The BFI National Archive is one of the biggest in the world. Now, this might be a surprise. Because our film industry is relatively small if you compare it to Hollywood, or France. But, we've got this massive, massive collection. And this is historical. It's because London is where it is in the world. Film came through London and was distributed all around. It tended to get stuck in holding facilities and bonded warehouses.
Consequently, we've collected it here. And we've got this huge collection. So there's all kinds of things on these shelves. And it's fascinating. I'm just looking at some of the titles that are written on the cans. Passion of Joan of Arc. That's a fantastic one. That's drier, you know, great, classic movie which was lost for years and years and years. And it turned up in an asylum. It's a real treasure. Probably one of the top 10 best silent films ever.
So I specialise in very early film. I think, probably that's what I find most exciting. Lifting, you know, the film out of the can, and sort of seeing something from like the 1890s is incredibly exciting.
The film we're working on at the moment is called Shiraz. And it's a really unusual film. It's from 1928. It's completely set in India, filmed there, all on location. No studio at all.

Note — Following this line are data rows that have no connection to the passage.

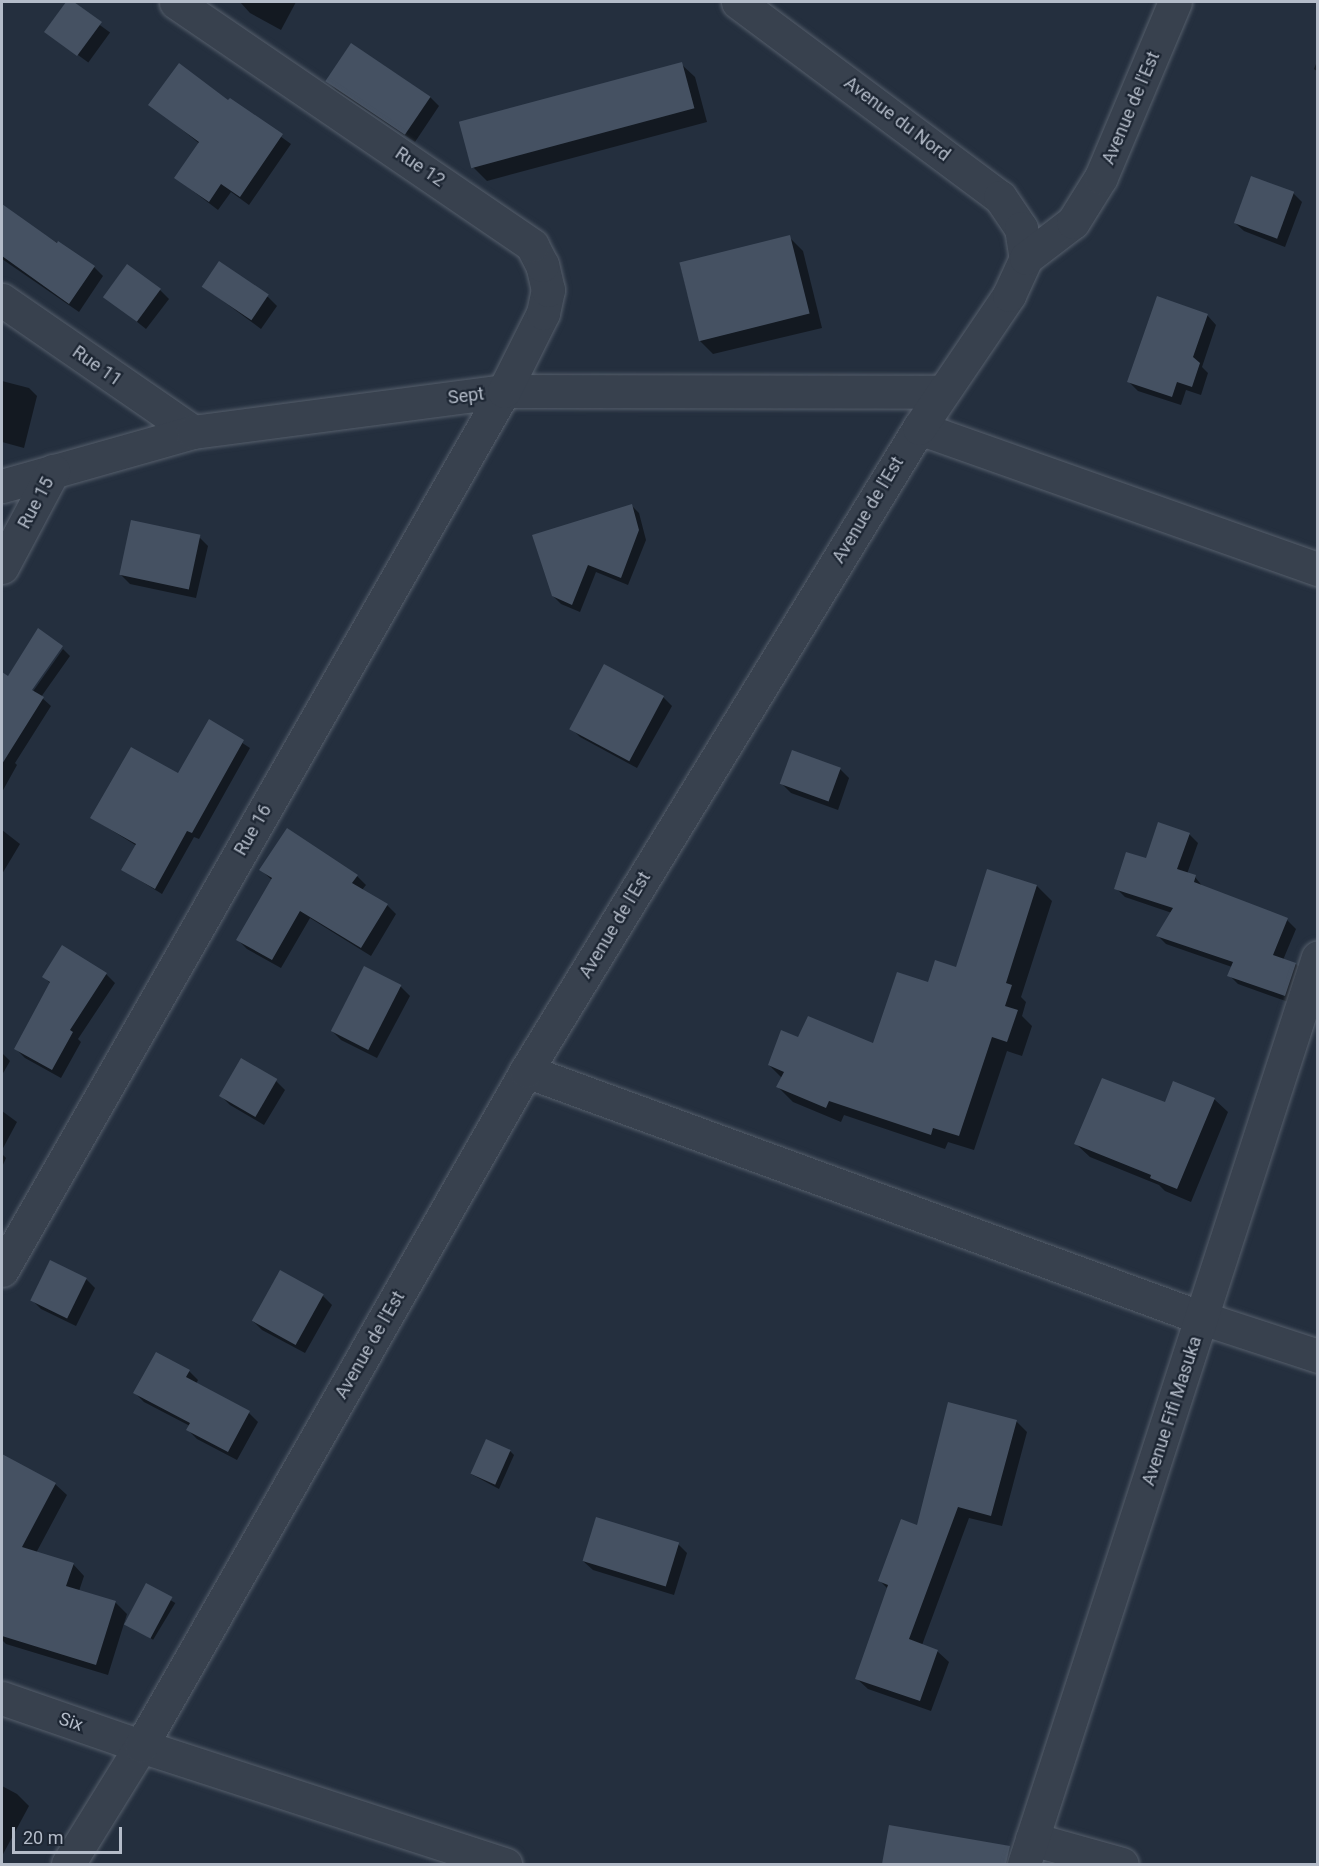 <!DOCTYPE html>
<html>
<head>
<meta charset="utf-8">
<style>
	body { margin:0 }
	#map { position:relative; width:1319px; height:1866px; overflow:hidden; background:#242f3e; font-family:Roboto,sans-serif }
	div>[style] { position:absolute }
	[style*='--x'] { left:calc(var(--x)*1px); top:calc(var(--y)*1px); width:calc(var(--w)*1px); rotate:calc(var(--a)*1deg) }
	.shadow>* { inset:0; background:#0007; transform-origin:0 0 }
	.building>* { inset:0; background:#455162; transform-origin:0 0 }
	.roads { filter:drop-shadow(0 0 2px #565f6c) drop-shadow(0 0 2px #565f6c) }
	.street>* { height:33px; margin:-16.5px; padding:0 16.5px; transform-origin:16.5px; border-radius:16.5px; background:#38414e }
	span { translate:-50% -50%; white-space:nowrap; text-align:center; line-height:1.15; -webkit-text-stroke:4.5px #1d2633; paint-order:stroke }
	.street-label { font-size:18px; color:#b4bcc9 }
	.frame { position:absolute; inset:0; border:3px solid #b4bcc9; pointer-events:none }
	.scale { position:absolute; left:12px; top:1827px; width:110px; height:27px; box-sizing:border-box; border:3px solid #b4bcc9; border-top:0; padding-left:8px; font-size:18px; line-height:21px; white-space:nowrap; color:#b4bcc9; -webkit-text-stroke:4px #1d2633; paint-order:stroke }
</style>
</head>
<body>
<div id="map">
	<div class="shadow">
		<i style="left:68px;top:2px;width:52px;height:37px;rotate:36deg"></i>
		<i style="clip-path:polygon(240px 2px,296px 2px,281px 30px,250px 13px)"></i>
		<i style="clip-path:polygon(1318px 59px,1318px 72px,1314px 69px)"></i>
		<i style="clip-path:polygon(681px 64px,695px 77px,707px 122px,487px 181px,473px 167px)"></i>
		<i style="clip-path:polygon(327px 81px,430px 97px,439px 106px,415px 142px,336px 90px)"></i>
		<i style="clip-path:polygon(230px 100px,291px 144px,249px 205px,231px 192px,218px 210px,176px 178px,200px 144px,150px 104px,229px 102px)"></i>
		<i style="clip-path:polygon(1293px 193px,1302px 202px,1285px 247px,1244px 231px,1234px 222px)"></i>
		<i style="clip-path:polygon(2px 207px,94px 267px,103px 276px,79px 312px,2px 259px)"></i>
		<i style="clip-path:polygon(789px 237px,803px 251px,822px 328px,713px 354px,700px 341px,680px 264px)"></i>
		<i style="clip-path:polygon(204px 287px,268px 297px,277px 306px,261px 329px)"></i>
		<i style="clip-path:polygon(160px 290px,169px 299px,146px 329px,105px 296px)"></i>
		<i style="clip-path:polygon(1207px 315px,1216px 325px,1202px 367px,1208px 373px,1201px 395px,1186px 390px,1181px 405px,1138px 391px,1129px 382px)"></i>
		<i style="clip-path:polygon(2px 381px,29px 388px,37px 396px,24px 448px,2px 442px)"></i>
		<i style="clip-path:polygon(632px 506px,639px 513px,646px 540px,628px 585px,596px 572px,580px 612px,561px 604px,553px 596px)"></i>
		<i style="clip-path:polygon(199px 537px,208px 546px,196px 598px,130px 584px,121px 575px)"></i>
		<i style="clip-path:polygon(38px 630px,26px 695px,29px 697px,63px 649px,70px 656px,41px 697px,51px 706px,15px 763px,17px 765px,2px 792px,2px 690px)"></i>
		<i style="clip-path:polygon(663px 697px,672px 706px,637px 768px,580px 737px,571px 728px)"></i>
		<i style="clip-path:polygon(210px 722px,250px 748px,199px 839px,194px 837px,162px 894px,123px 870px,137px 846px,92px 818px,178px 775px)"></i>
		<i style="clip-path:polygon(840px 769px,849px 778px,838px 810px,791px 793px,782px 784px)"></i>
		<i style="clip-path:polygon(2px 830px,20px 844px,2px 874px)"></i>
		<i style="clip-path:polygon(1189px 834px,1198px 843px,1187px 874px,1195px 877px,1203px 887px,1287px 920px,1296px 929px,1283px 960px,1296px 964px,1305px 973px,1294px 1004px,1238px 984px,1229px 975px,1232px 967px,1166px 944px,1158px 936px,1172px 913px,1125px 897px,1116px 888px,1146px 860px)"></i>
		<i style="clip-path:polygon(261px 870px,357px 876px,366px 885px,362px 890px,387px 905px,396px 914px,371px 956px,310px 918px,281px 968px,247px 949px,238px 940px,272px 880px)"></i>
		<i style="clip-path:polygon(988px 871px,1037px 886px,1052px 901px,1021px 997px,1026px 1002px,1022px 1016px,1032px 1026px,1022px 1056px,1007px 1051px,974px 1150px,948px 1142px,945px 1149px,844px 1115px,841px 1122px,793px 1102px,778px 1087px,782px 1078px,769px 1065px,799px 1039px,874px 1045px,929px 984px,957px 969px)"></i>
		<i style="clip-path:polygon(365px 968px,401px 987px,410px 996px,377px 1058px,341px 1040px,332px 1031px)"></i>
		<i style="clip-path:polygon(106px 974px,115px 983px,78px 1039px,81px 1042px,61px 1078px,25px 1058px,16px 1049px,51px 984px,44px 977px)"></i>
		<i style="clip-path:polygon(2px 1053px,10px 1061px,2px 1075px)"></i>
		<i style="clip-path:polygon(242px 1060px,276px 1081px,285px 1090px,264px 1125px,230px 1105px,221px 1096px)"></i>
		<i style="clip-path:polygon(1214px 1099px,1228px 1112px,1191px 1202px,1165px 1191px,1159px 1185px,1090px 1157px,1076px 1144px,1166px 1104px)"></i>
		<i style="clip-path:polygon(2px 1111px,17px 1122px,2px 1150px)"></i>
		<i style="clip-path:polygon(2px 1154px,6px 1158px,2px 1167px)"></i>
		<i style="clip-path:polygon(281px 1272px,323px 1296px,332px 1305px,305px 1353px,262px 1330px,253px 1321px)"></i>
		<i style="clip-path:polygon(86px 1279px,95px 1288px,76px 1326px,41px 1309px,32px 1300px)"></i>
		<i style="clip-path:polygon(189px 1371px,198px 1380px,196px 1384px,249px 1413px,258px 1422px,237px 1460px,197px 1439px,188px 1430px,190px 1426px,144px 1402px,135px 1393px)"></i>
		<i style="clip-path:polygon(1016px 1421px,1027px 1432px,1002px 1526px,969px 1518px,922px 1645px,937px 1651px,949px 1662px,931px 1711px,868px 1689px,856px 1678px,888px 1589px,880px 1581px,918px 1527px)"></i>
		<i style="clip-path:polygon(510px 1451px,514px 1455px,499px 1489px,471px 1474px)"></i>
		<i style="clip-path:polygon(2px 1455px,55px 1484px,67px 1495px,36px 1553px,73px 1564px,84px 1576px,79px 1591px,115px 1602px,127px 1614px,108px 1675px,6px 1644px,2px 1640px)"></i>
		<i style="clip-path:polygon(678px 1544px,687px 1553px,674px 1595px,593px 1570px,583px 1561px)"></i>
		<i style="left:147px;top:1586px;width:33px;height:43px;rotate:31deg"></i>
		<i style="clip-path:polygon(2px 1786px,17px 1794px,29px 1806px,2px 1856px)"></i>
		<i style="clip-path:polygon(891px 1826px,992px 1855px,991px 1864px,884px 1864px)"></i>
	</div>
	<div class="building">
		<i style="clip-path:polygon(66px 2px,74px 2px,102px 22px,77px 56px,44px 32px)"></i>
		<i style="left:351px;top:43px;width:96px;height:46px;rotate:34deg"></i>
		<i style="left:682px;top:62px;width:48px;height:231px;rotate:75deg"></i>
		<i style="clip-path:polygon(179px 63px,228px 100px,230px 98px,283px 134px,240px 197px,221px 184px,209px 202px,174px 178px,199px 142px,148px 105px)"></i>
		<i style="left:1251px;top:176px;width:46px;height:50px;rotate:20deg"></i>
		<i style="clip-path:polygon(2px 204px,57px 243px,58px 241px,95px 266px,69px 304px,2px 256px)"></i>
		<i style="left:790px;top:235px;width:81px;height:114px;rotate:76deg"></i>
		<i style="left:219px;top:261px;width:60px;height:31px;rotate:34deg"></i>
		<i style="left:127px;top:264px;width:42px;height:41px;rotate:36deg"></i>
		<i style="clip-path:polygon(1157px 296px,1208px 314px,1193px 357px,1200px 363px,1192px 387px,1177px 382px,1172px 397px,1127px 382px)"></i>
		<i style="clip-path:polygon(632px 504px,639px 530px,621px 578px,588px 565px,572px 605px,552px 596px,532px 535px)"></i>
		<i style="left:131px;top:520px;width:71px;height:56px;rotate:12deg"></i>
		<i style="clip-path:polygon(38px 628px,63px 646px,32px 690px,44px 697px,2px 764px,2px 672px,8px 676px)"></i>
		<i style="left:604px;top:664px;width:68px;height:74px;rotate:28deg"></i>
		<i style="clip-path:polygon(209px 719px,244px 740px,192px 833px,187px 831px,155px 889px,121px 870px,136px 844px,90px 818px,131px 747px,178px 773px)"></i>
		<i style="left:792px;top:750px;width:52px;height:36px;rotate:20deg"></i>
		<i style="clip-path:polygon(1158px 822px,1190px 833px,1177px 869px,1196px 875px,1194px 882px,1288px 918px,1273px 955px,1296px 963px,1285px 996px,1227px 976px,1233px 962px,1156px 936px,1173px 908px,1114px 889px,1126px 852px,1146px 858px)"></i>
		<i style="clip-path:polygon(287px 828px,358px 875px,352px 883px,388px 904px,361px 948px,300px 911px,272px 960px,236px 940px,272px 878px,259px 870px)"></i>
		<i style="clip-path:polygon(987px 869px,1037px 885px,1006px 983px,1012px 985px,1005px 1006px,1018px 1010px,1007px 1042px,992px 1037px,959px 1136px,933px 1128px,931px 1135px,829px 1101px,826px 1108px,776px 1087px,784px 1072px,768px 1065px,781px 1030px,798px 1037px,808px 1016px,873px 1043px,897px 972px,928px 982px,935px 960px,956px 967px)"></i>
		<i style="clip-path:polygon(62px 945px,107px 973px,70px 1030px,73px 1032px,52px 1070px,14px 1049px,50px 982px,42px 977px)"></i>
		<i style="left:364px;top:966px;width:42px;height:73px;rotate:27deg"></i>
		<i style="left:241px;top:1058px;width:42px;height:44px;rotate:30deg"></i>
		<i style="clip-path:polygon(1102px 1078px,1165px 1102px,1173px 1081px,1215px 1098px,1177px 1189px,1150px 1178px,1151px 1175px,1074px 1144px)"></i>
		<i style="left:50px;top:1260px;width:41px;height:45px;rotate:26deg"></i>
		<i style="left:280px;top:1270px;width:50px;height:58px;rotate:29deg"></i>
		<i style="clip-path:polygon(156px 1352px,190px 1370px,186px 1377px,250px 1411px,228px 1452px,186px 1430px,190px 1423px,133px 1393px)"></i>
		<i style="clip-path:polygon(948px 1402px,1017px 1420px,991px 1516px,958px 1507px,909px 1639px,938px 1650px,920px 1701px,855px 1679px,888px 1585px,878px 1581px,901px 1519px,917px 1525px)"></i>
		<i style="left:486px;top:1439px;width:27px;height:38px;rotate:24deg"></i>
		<i style="clip-path:polygon(2px 1454px,56px 1483px,22px 1547px,74px 1563px,66px 1586px,116px 1601px,96px 1665px,2px 1636px)"></i>
		<i style="left:596px;top:1517px;width:87px;height:46px;rotate:17deg"></i>
		<i style="left:146px;top:1583px;width:30px;height:47px;rotate:28deg"></i>
		<i style="clip-path:polygon(889px 1825px,1010px 1846px,1006px 1864px,882px 1864px)"></i>
	</div>
	<div class="roads">
		<div class="street">
			<i style="--x:738;--y:2;--w:327;--a:36.7"></i>
			<i style="--x:1000;--y:197;--w:37;--a:56"></i>
			<i style="--x:1021;--y:228;--w:30;--a:81"></i>
			<i style="--x:2;--y:300;--w:232;--a:34.6"></i>
			<i style="--x:919;--y:428;--w:423;--a:19.5"></i>
			<i style="--x:2;--y:486;--w:198;--a:-15.8"></i>
			<i style="--x:193;--y:432;--w:314;--a:-7.5"></i>
			<i style="--x:504;--y:391;--w:437;--a:0.1"></i>
			<i style="--x:2;--y:567;--w:109;--a:-62"></i>
			<i style="--x:526;--y:1071;--w:720;--a:20.07"></i>
			<i style="--x:1202;--y:1318;--w:122;--a:18.1"></i>
			<i style="--x:2;--y:1270;--w:1012;--a:-60.27"></i>
			<i style="--x:504;--y:391;--w:87;--a:-63.4"></i>
			<i style="--x:543;--y:313;--w:24;--a:-78"></i>
			<i style="--x:548;--y:290;--w:26;--a:-103"></i>
			<i style="--x:542;--y:265;--w:22;--a:-117"></i>
			<i style="--x:532;--y:245;--w:431;--a:-145.7"></i>
			<i style="--x:2;--y:1698;--w:147;--a:19.1"></i>
			<i style="--x:141;--y:1746;--w:383;--a:18"></i>
			<i style="--x:1032;--y:1839;--w:93;--a:15.5"></i>
			<i style="--x:68;--y:1864;--w:139;--a:-58.3"></i>
			<i style="--x:141;--y:1746;--w:777;--a:-60.3"></i>
			<i style="--x:526;--y:1071;--w:754;--a:-58.57"></i>
			<i style="--x:919;--y:428;--w:161;--a:-55.9"></i>
			<i style="--x:1009;--y:295;--w:41;--a:-65.3"></i>
			<i style="--x:1026;--y:258;--w:59;--a:-37.5"></i>
			<i style="--x:1073;--y:222;--w:53;--a:-58.1"></i>
			<i style="--x:1101;--y:177;--w:190;--a:-67.1"></i>
			<i style="--x:1024;--y:1864;--w:953;--a:-72.04"></i>
		</div>
	</div>
	<div class="street-label">
		<span style="left:1131px;top:108px;rotate:-67deg">Avenue de l'Est</span>
		<span style="left:897px;top:119px;rotate:37deg">Avenue du Nord</span>
		<span style="left:420px;top:167px;rotate:34deg">Rue 12</span>
		<span style="left:97px;top:366px;rotate:35deg">Rue 11</span>
		<span style="left:466px;top:396px;rotate:-7deg">Sept</span>
		<span style="left:36px;top:503px;rotate:-62deg">Rue 15</span>
		<span style="left:868px;top:510px;rotate:-59deg">Avenue de l'Est</span>
		<span style="left:253px;top:830px;rotate:-60deg">Rue 16</span>
		<span style="left:615px;top:925px;rotate:-59deg">Avenue de l'Est</span>
		<span style="left:370px;top:1345px;rotate:-60deg">Avenue de l'Est</span>
		<span style="left:1172px;top:1411px;rotate:-72deg">Avenue Fifi Masuka</span>
		<span style="left:71px;top:1722px;rotate:19deg">Six</span>
	</div>
	<div class="frame"></div>
	<div class="scale">20 m</div>
</div>
</body>
</html>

So it's an important film. Because almost none of the films that were made in India in the 1920s survive.
We've been working on Shiraz for about 15 months through initial planning and searches around the world to see if there were other copies elsewhere. Overall, there's a combined team of nearly 30 people working on a major restoration project like Shiraz.
The largest group of people will be the ones working on the digital image repair. So after the films are scanned, all those scratches and marks that have accumulated over nine decades of usage are removed digitally from the scans.
Although we have the camera negative of Shiraz, over time, it's begun to deteriorate. So a real complexity in Shiraz was to swap between two film copies, the original and a copy that was made in the '70s to generate the highest quality sources for the film.
Film making in the '20s, late '20s, is very different to the late '40s or the late '70s or now. The way the films were handled, the way the films were shot and then processed and then developed, was a lot more manual. And it results in certain things that you can see on screen, a certain level of flicker, perhaps or fluctuation. Some kinds of dirt or marks on the film, we would leave, because they would have been seen by original audience.
You're really strongly aware of the fact that you're representing somebody else's work. And in the case of Shiraz, the filmmakers aren't with us still. So it's that obligation to present their film fairly, and make sure that it can be seen in the way it was when they made it.
There's no original score. Doesn't survive. There may not even have been one. So we have commissioned Anoushka Shankar, which is an extraordinary piece of luck. So one of the leading sitar players in the world is going to give it that Indian cultural feel that it so badly needs. She'll be doing something which bridges the gap between the period in which the film was set, the period in which the film was made, in the 1920s, and now.
But this is what's exciting about this job, is it could be anything. Could be a great classic. It could be something completely unknown. So we keep everything, so that people of later generations, when all of these things are available and restored, they can make their own discoveries as well. So it's not just locked up in this big vault.